Monday, May 6, 2013

The Fayyad-Cohen Spat - What the West Should Learn from this

...To anyone familiar with the Palestinian scene, it’s not hard to conclude that the liar is Fayyad: He’s the one whose life is literally on the line. One Fatah legislator has already called for indicting him on charges of “crimes against the Palestinian people.” But the more serious danger is that Fatah has plenty of experienced killers with no qualms about shooting fellow Palestinians who upset them: See, for instance, the assassinations and attempted assassinations of a senior PA security officer, a Fatah legislator and a governor of Jenin, all attributed by Palestinians to a power struggle between rival Fatah groups.

Evelyn Gordon..
Commentary-Contentions..
06 May '13..

The spat between New York Times columnist Roger Cohen and Palestinian Prime Minister Salam Fayyad must be afflicting liberals with severe cognitive dissonance. But there’s a very important lesson to be drawn from it.

The contretemps began when Cohen published a column on Friday that included numerous direct quotes from Fayyad, many of which were highly unflattering to the Palestinian Authority’s ruling party, Fatah. “This party, Fatah, is going to break down, there is so much disenchantment,” Cohen quoted Fayyad as saying. “Our story is a story of failed leadership, from way early on. It is incredible that the fate of the Palestinian people has been in the hands of leaders so entirely casual, so guided by spur-of-the-moment decisions, without seriousness. We don’t strategize, we cut deals in a tactical way and we hold ourselves hostage to our own rhetoric.”

Fayyad promptly issued a denial. “The statements in the article are just journalist Roger Cohen’s personal impressions, and certainly not the words of Fayyad, who did not make any statements or conduct interviews for the New York Times or any other newspaper or agency since his resignation,” his statement declared. He also accused the paper of “forgery that carries political dimensions with the goal of causing damage and fomenting strife in order to serve positions that are hostile to the Palestinians and their national project at this sensitive and critical phase.”

So to put it bluntly, either the star columnist for America’s leading liberal newspaper fabricated quotes and put them in the mouth of a man he never even spoke with, or America’s favorite Palestinian leader just told a bald-faced lie.
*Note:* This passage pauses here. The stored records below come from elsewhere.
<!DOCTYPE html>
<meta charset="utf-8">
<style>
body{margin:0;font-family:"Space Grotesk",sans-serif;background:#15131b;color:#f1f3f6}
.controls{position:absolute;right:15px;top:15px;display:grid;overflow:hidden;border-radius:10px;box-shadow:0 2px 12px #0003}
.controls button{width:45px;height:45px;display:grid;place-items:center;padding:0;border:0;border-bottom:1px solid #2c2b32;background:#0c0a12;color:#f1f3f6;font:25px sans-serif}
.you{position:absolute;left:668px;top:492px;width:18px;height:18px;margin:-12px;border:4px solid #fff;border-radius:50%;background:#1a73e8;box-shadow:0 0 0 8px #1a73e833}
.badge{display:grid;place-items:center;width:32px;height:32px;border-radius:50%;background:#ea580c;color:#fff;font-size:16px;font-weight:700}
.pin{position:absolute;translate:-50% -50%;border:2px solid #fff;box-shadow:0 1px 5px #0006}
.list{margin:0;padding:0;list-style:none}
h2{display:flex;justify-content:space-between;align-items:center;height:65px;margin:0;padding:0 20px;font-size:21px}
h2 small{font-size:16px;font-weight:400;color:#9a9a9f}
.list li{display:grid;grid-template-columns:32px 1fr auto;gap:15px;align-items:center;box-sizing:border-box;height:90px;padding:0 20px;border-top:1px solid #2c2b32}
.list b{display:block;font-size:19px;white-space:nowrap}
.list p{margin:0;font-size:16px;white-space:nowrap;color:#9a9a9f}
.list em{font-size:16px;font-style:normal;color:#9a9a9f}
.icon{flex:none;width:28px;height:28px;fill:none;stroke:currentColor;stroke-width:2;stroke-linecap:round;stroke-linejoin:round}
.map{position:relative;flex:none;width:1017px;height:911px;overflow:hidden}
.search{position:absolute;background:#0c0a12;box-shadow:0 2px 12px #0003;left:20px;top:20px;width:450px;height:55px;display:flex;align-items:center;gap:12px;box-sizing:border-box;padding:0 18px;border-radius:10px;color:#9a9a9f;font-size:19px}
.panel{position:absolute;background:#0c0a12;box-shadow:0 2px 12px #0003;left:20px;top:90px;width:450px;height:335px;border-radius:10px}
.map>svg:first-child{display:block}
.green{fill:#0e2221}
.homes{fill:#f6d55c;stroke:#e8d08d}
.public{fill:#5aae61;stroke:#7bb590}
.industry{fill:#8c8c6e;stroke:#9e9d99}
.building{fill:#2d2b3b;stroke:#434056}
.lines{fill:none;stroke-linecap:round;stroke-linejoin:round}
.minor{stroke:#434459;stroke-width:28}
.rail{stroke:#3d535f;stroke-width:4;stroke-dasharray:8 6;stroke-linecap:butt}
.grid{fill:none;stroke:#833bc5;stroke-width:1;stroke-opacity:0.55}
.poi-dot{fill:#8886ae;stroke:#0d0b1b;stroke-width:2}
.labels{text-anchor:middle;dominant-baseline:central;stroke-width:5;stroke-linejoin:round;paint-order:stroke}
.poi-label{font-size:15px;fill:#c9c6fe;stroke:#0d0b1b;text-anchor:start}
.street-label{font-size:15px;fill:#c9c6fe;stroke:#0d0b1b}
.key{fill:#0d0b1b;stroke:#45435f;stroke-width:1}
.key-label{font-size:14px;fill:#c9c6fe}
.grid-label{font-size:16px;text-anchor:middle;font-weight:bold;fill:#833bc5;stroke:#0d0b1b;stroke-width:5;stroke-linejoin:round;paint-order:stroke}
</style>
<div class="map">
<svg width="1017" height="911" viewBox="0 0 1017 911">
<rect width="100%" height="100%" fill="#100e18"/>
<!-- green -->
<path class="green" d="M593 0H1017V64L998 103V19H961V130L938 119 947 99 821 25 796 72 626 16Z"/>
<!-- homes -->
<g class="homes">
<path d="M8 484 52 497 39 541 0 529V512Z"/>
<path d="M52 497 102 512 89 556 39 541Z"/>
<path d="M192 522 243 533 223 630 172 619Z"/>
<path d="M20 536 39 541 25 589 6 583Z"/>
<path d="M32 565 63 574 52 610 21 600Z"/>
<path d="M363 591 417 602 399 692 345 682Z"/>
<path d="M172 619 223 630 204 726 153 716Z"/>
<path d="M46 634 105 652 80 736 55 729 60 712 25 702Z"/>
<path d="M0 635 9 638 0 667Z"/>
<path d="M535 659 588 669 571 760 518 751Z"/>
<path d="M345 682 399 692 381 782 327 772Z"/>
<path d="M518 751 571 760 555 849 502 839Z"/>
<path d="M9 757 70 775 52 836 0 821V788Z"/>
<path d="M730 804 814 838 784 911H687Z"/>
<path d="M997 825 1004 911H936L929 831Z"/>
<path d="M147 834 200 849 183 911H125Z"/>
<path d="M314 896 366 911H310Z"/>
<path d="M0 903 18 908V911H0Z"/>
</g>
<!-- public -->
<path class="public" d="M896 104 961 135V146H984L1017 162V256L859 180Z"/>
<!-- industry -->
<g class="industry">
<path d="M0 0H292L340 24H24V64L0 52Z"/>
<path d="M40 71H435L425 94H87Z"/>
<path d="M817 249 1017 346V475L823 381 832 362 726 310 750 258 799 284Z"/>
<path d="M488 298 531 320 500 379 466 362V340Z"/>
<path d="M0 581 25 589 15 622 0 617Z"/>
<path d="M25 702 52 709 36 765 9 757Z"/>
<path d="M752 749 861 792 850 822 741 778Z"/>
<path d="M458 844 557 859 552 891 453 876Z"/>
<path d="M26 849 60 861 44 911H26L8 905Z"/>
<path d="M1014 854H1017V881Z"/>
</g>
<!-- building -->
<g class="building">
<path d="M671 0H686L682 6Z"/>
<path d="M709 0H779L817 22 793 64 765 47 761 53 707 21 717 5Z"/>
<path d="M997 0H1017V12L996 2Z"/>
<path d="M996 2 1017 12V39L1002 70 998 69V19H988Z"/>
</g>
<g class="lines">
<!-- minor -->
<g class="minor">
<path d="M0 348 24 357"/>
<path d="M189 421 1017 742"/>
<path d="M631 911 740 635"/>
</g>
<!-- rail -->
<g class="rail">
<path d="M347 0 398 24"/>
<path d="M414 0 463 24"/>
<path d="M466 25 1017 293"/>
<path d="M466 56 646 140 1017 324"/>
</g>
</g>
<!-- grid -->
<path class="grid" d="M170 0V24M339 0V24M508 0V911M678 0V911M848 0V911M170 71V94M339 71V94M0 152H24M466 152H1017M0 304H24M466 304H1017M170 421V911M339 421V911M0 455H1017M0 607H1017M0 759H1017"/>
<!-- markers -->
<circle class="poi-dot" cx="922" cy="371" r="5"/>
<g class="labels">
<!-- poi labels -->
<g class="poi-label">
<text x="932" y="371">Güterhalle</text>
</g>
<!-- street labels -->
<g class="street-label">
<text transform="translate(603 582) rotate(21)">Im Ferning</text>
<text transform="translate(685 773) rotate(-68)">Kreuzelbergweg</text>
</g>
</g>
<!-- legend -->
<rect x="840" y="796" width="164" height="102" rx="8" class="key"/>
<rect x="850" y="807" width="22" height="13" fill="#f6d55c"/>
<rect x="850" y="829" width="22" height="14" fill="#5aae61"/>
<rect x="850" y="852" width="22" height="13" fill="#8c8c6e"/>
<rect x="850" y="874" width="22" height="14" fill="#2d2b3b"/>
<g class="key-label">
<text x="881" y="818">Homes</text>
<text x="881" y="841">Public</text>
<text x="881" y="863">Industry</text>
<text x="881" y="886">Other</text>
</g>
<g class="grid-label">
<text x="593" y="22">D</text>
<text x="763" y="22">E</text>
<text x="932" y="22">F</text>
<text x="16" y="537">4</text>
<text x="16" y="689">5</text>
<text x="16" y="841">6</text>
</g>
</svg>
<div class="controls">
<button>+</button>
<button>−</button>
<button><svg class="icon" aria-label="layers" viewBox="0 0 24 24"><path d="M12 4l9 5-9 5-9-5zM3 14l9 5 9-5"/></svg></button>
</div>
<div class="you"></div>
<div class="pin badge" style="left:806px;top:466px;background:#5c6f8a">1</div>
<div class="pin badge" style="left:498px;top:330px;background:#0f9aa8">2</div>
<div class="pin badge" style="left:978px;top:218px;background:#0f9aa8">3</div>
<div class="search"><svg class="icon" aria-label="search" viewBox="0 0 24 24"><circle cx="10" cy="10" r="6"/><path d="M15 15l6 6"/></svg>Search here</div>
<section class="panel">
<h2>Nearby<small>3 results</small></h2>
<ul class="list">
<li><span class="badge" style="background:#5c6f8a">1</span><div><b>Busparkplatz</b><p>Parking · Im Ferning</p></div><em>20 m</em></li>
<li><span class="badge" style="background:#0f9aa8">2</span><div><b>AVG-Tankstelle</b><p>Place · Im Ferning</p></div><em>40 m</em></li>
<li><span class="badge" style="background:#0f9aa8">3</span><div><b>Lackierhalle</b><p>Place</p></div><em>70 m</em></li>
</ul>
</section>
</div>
To anyone familiar with the Palestinian scene, it’s not hard to conclude that the liar is Fayyad: He’s the one whose life is literally on the line. One Fatah legislator has already called for indicting him on charges of “crimes against the Palestinian people.” But the more serious danger is that Fatah has plenty of experienced killers with no qualms about shooting fellow Palestinians who upset them: See, for instance, the assassinations and attempted assassinations of a senior PA security officer, a Fatah legislator and a governor of Jenin, all attributed by Palestinians to a power struggle between rival Fatah groups.

But this incident ought to give pause to anyone who is quick to believe every Palestinian atrocity story about Israel. Fayyad has bodyguards; he enjoys the protection of being in the international spotlight; and international credibility is his essential stock-in-trade. Thus, if even he feels threatened enough to risk his credibility by telling bald-faced lies to protect himself, that’s all the more true of ordinary Palestinians, who lack Fayyad’s protections and don’t care about their overseas credibility.

For a Palestinian, it’s always safest to accuse Israel of brutality and abuse, even if the accusations are completely false, because Israeli soldiers won’t kill him for such libels–whereas Palestinian gunmen very well might murder him as a “collaborator” if he went on record as saying, for instance, that Israeli soldiers treated him decently.

So perhaps next time, Westerners should stop and think before uncritically accepting Palestinian atrocity tales as truth. For if Fayyad could so brazenly lie about Cohen, then other Palestinians could just as easily be lying about Israel.